Help students make connections
As an expert in your discipline, you know exactly how concepts relate to and build on one other. Your students don’t have that expertise. We can help them learn new material more effectively by helping them connect and organize new information for themselves.
- Activate prior knowledge. When we relate new information to what we already know, we retain it more deeply and can recall it more easily than when we learn new information with no context to guide our understanding. Create module pretests that ask students what they already know about that module’s topic or help them think about their previous experience with these ideas. Pretests can be ungraded; set them as conditional release (most learning management systems allow you to do this) so that submitting the completed questionnaire unlocks the rest of the module’s content.
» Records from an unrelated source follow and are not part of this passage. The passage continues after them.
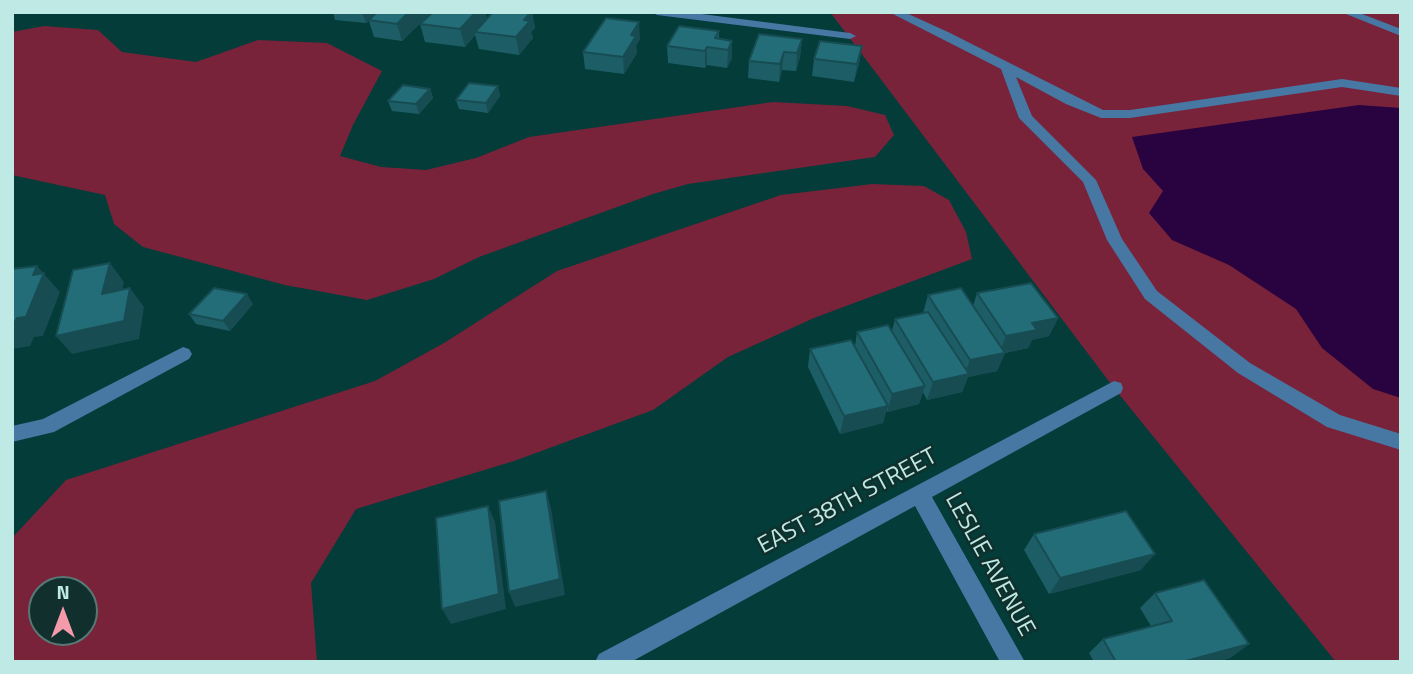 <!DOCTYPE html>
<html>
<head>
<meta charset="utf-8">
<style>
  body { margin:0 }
  #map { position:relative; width:1413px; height:674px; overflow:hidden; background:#033c38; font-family:"Titillium Web",sans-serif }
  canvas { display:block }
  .frame { position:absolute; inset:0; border:14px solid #bee9e4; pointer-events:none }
  .north { position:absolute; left:28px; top:576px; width:70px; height:70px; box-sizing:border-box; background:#112f2c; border:2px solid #567976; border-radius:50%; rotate:0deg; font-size:19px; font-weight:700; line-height:28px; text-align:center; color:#bee9e4 }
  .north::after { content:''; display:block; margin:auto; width:24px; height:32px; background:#f39aab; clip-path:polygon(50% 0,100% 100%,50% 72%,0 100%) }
</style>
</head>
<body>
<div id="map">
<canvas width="1413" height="674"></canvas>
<div class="frame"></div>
<div class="north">N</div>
</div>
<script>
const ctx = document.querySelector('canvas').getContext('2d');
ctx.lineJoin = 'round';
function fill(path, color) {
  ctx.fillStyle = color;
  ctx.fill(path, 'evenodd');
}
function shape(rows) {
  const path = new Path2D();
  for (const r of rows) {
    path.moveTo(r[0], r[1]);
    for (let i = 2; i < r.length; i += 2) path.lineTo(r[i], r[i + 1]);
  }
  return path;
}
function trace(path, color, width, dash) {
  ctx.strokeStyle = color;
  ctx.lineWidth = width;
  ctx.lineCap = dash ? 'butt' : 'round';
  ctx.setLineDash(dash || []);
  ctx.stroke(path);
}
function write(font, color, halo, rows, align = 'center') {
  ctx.font = font + ' "Titillium Web",sans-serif';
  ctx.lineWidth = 5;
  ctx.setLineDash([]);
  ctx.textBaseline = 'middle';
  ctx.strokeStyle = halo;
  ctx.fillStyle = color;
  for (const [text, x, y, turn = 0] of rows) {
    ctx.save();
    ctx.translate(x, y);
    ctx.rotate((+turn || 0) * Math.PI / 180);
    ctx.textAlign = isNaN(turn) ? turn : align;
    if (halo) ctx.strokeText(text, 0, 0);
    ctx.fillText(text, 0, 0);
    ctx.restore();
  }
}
fill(shape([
  [830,12,1401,12,1401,662,1336,662,1114,388],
  [44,26,98,30,122,52,196,62,258,40,327,43,382,71,353,125,340,156,381,167,426,170,476,158,529,137,773,102,847,106,885,115,894,135,875,157,688,184,653,194,479,257,434,279,367,300,285,285,143,247,114,224,105,195,12,175,12,32],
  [872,184,924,186,949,200,966,232,972,259,814,318,728,357,653,410,514,461,356,509,311,583,317,662,12,662,12,538,66,480,375,381,444,343,557,271,781,195],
  [84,590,84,632,42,632,42,590]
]), '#79233b');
fill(shape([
  [1359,105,1401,108,1401,398,1373,389,1322,348,1296,309,1229,265,1172,240,1149,213,1163,191,1143,169,1132,137]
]), '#28033f');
fill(shape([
  [652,12,686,12,850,33,856,36,850,39,657,15,652,12],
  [889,12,904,12,948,32,1103,110,1130,110,1342,79,1401,88,1401,96,1342,87,1130,118,1101,118,1066,104,1016,77,1032,116,1096,180,1122,239,1157,291,1250,363,1340,415,1401,434,1401,450,1327,427,1238,373,1145,299,1107,240,1083,182,1019,118,1001,69,889,12],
  [1341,12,1357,12,1401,29,1401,36,1341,12],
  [183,347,189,349,192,354,189,359,54,432,12,442,12,426,43,419,183,347],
  [1114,381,1121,383,1123,388,1121,393,932,497,1025,662,1000,662,915,506,631,662,595,662,599,654,1114,381]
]), '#4777a3');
fill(shape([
  [331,12,428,12,429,15,402,41,374,37,369,21,366,23,335,20,333,12],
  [433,12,485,12,487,19,493,12,532,12,535,28,531,32,533,38,519,55,479,49,475,35,465,47,425,42,420,24],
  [719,31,719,39,732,41,732,58,727,68,707,65,705,68,668,63,667,46],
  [640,39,636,46,637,53,624,74,585,69,583,52],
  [802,39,800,57,796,71,782,70,779,82,748,78,749,61],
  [862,46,859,64,854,82,812,76,814,59],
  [498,86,500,96,488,113,459,109,456,100],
  [430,89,433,98,419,114,392,111,388,101],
  [977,293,1058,318,1049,336,1032,340,1028,348,1005,353,997,371,968,377,962,392,927,400,923,392,919,404,887,412,886,410,883,423,840,434,808,367,810,349,855,346,857,332,892,331,895,319,923,313,928,295,973,306],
  [253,304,230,331,196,324,189,314],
  [1034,534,1141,570,1049,594,1024,550],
  [1155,593,1249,644,1230,658,1216,662,1094,662,1089,653,1103,639,1151,626,1140,608]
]), '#1d5e66');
fill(shape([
  [362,12,378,12,366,23],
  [409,12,428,12,429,15,402,41,397,24],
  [476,12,485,12,487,22,475,32,475,35,465,47,460,29],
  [531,12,532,12,535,28,531,32,533,38,519,55,516,37,524,20],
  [639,22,640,39,636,46,637,53,624,74,623,57,631,35],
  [802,39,800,57,796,71,797,53],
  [732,41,732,58,727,68,728,50],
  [862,46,859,64,854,82,857,64],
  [707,47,707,65,705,68,705,51],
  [784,52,782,70,779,82,780,64],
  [498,86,500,96,488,113,486,103],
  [430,89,433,98,419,114,416,104],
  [110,263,124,282,117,313,102,294],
  [37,266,60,292,43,336,34,337,30,346,12,349,12,327],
  [130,288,144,307,139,339,72,354,56,336],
  [247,294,253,304,230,331,223,321],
  [1058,318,1049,336,1032,340,1028,348,999,354,1006,336,1032,323],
  [1005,353,997,371,968,377,962,392,927,400,933,382,964,375,970,360],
  [925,386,919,404,887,412,892,394],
  [888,406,883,423,840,434,844,416],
  [546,491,551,508,565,595,515,607,509,592],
  [488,506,495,522,506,609,451,624,442,609],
  [1155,554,1141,570,1049,594,1060,578],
  [1249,644,1230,658,1216,662,1182,662]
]), '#184c53');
const building = shape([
  [377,12,409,12,397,24,369,20,377,12],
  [433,12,476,12,460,29,420,24,433,12],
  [493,12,531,12,524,20,530,21,516,37,475,32,493,12],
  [606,18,639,22,631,35,636,36,623,57,583,52,606,18],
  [679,26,719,31,715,38,732,41,728,50,707,47,705,51,667,46,679,26],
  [759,34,802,39,797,53,784,52,780,64,749,61,759,34],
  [820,41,862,46,857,64,814,59,820,41],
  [469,83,498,86,486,103,456,100,469,83],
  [403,85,430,89,416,104,388,101,403,85],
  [110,263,102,294,130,288,124,321,56,336,73,270,110,263],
  [37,266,33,275,44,273,26,317,17,318,12,327,12,269,37,266],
  [1031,283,1058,318,1032,323,1037,330,1006,336,977,293,1031,283],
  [214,288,247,294,223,321,189,314,214,288],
  [961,288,1005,353,970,360,928,295,961,288],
  [928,312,969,374,933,382,895,319,928,312],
  [888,325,925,386,892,394,857,332,888,325],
  [851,340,888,406,844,416,810,349,851,340],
  [546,491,560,579,509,592,499,501,546,491],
  [488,506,499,594,442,609,436,518,488,506],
  [1126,511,1155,554,1060,578,1034,534,1126,511],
  [1204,580,1249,644,1182,662,1116,662,1103,639,1172,621,1155,593,1204,580]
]);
fill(building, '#226d77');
trace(building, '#184c53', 2);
write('24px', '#bee9e4', '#112f2c', [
  ["EAST 38TH STREET",848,502,-28],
  ["LESLIE AVENUE",989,565,61]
]);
</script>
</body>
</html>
- Provide the framework. Give students a skeletal outline or partial slides to take notes on while watching a mini-lecture video or doing the reading. Have them upload their document or a photo of it for points. Helping students organize new ideas helps novice learners retain information and begin to make connections between concepts.
Making small adjustments such as these can bring about big improvements in student engagement and learning in online courses. Don’t try all of these at once; rather, pick one, try it, refine it, then add another. You—and your students—will be glad you did.
References
Cavanagh, S. R. (2016). The spark of learning: Energizing the college classroom with the science of emotion. Morgantown, WV: West Virginia University Press.
Darby, F., & Lang, J. M. (2019). Small teaching online: Applying learning science in online classes. San Francisco, CA: Jossey-Bass.